▸ The problem: Return the records as they stand. No picture is to be included.

▸ Material to process:
-----

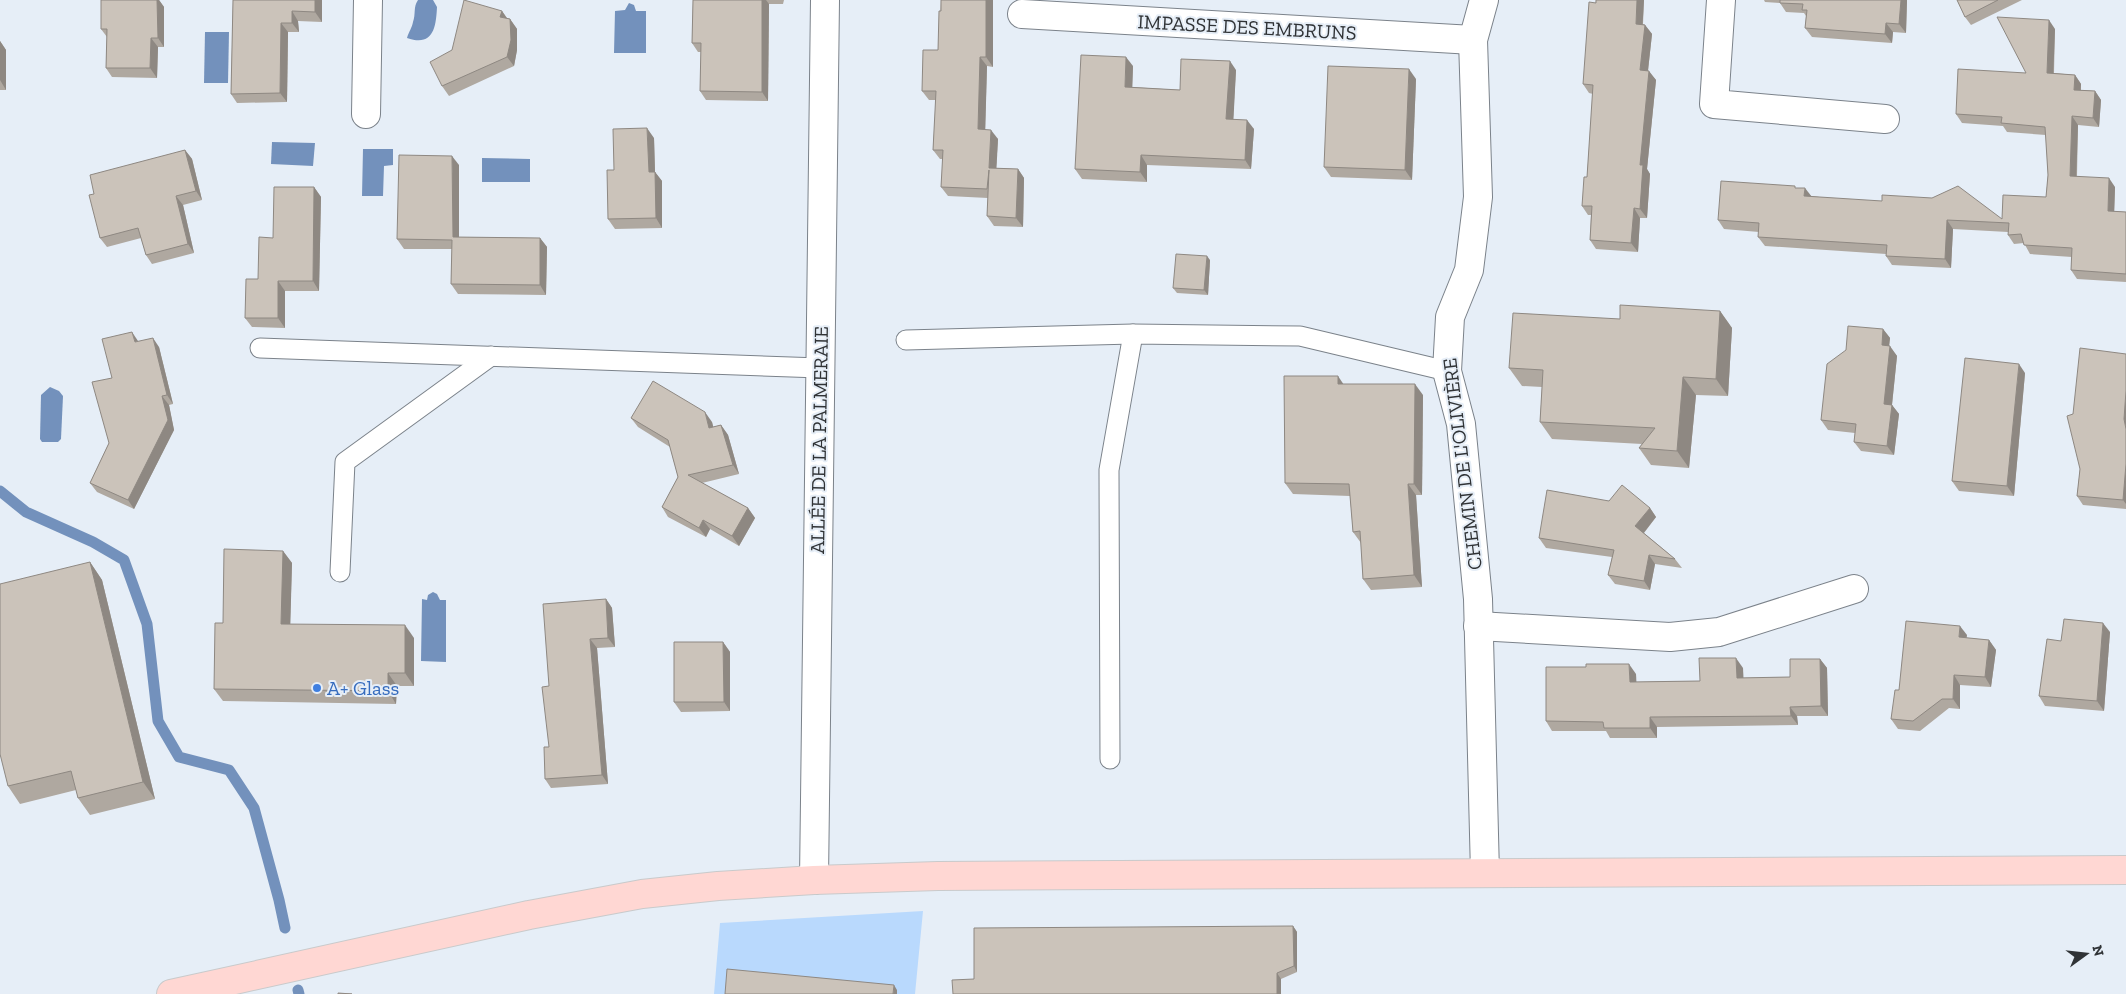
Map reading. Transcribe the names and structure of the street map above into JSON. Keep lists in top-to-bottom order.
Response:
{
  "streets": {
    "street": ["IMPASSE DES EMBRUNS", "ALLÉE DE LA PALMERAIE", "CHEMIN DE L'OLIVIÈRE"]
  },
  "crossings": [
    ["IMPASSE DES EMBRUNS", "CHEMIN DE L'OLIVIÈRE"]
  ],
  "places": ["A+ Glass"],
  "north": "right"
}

-----

▸ Reply:
Map reading. Transcribe the names and structure of the street map above into JSON. Keep lists in top-to-bottom order.
Response:
{
  "streets": {
    "street": ["IMPASSE DES EMBRUNS", "ALLÉE DE LA PALMERAIE", "CHEMIN DE L'OLIVIÈRE"]
  },
  "crossings": [
    ["IMPASSE DES EMBRUNS", "CHEMIN DE L'OLIVIÈRE"]
  ],
  "places": ["A+ Glass"],
  "north": "right"
}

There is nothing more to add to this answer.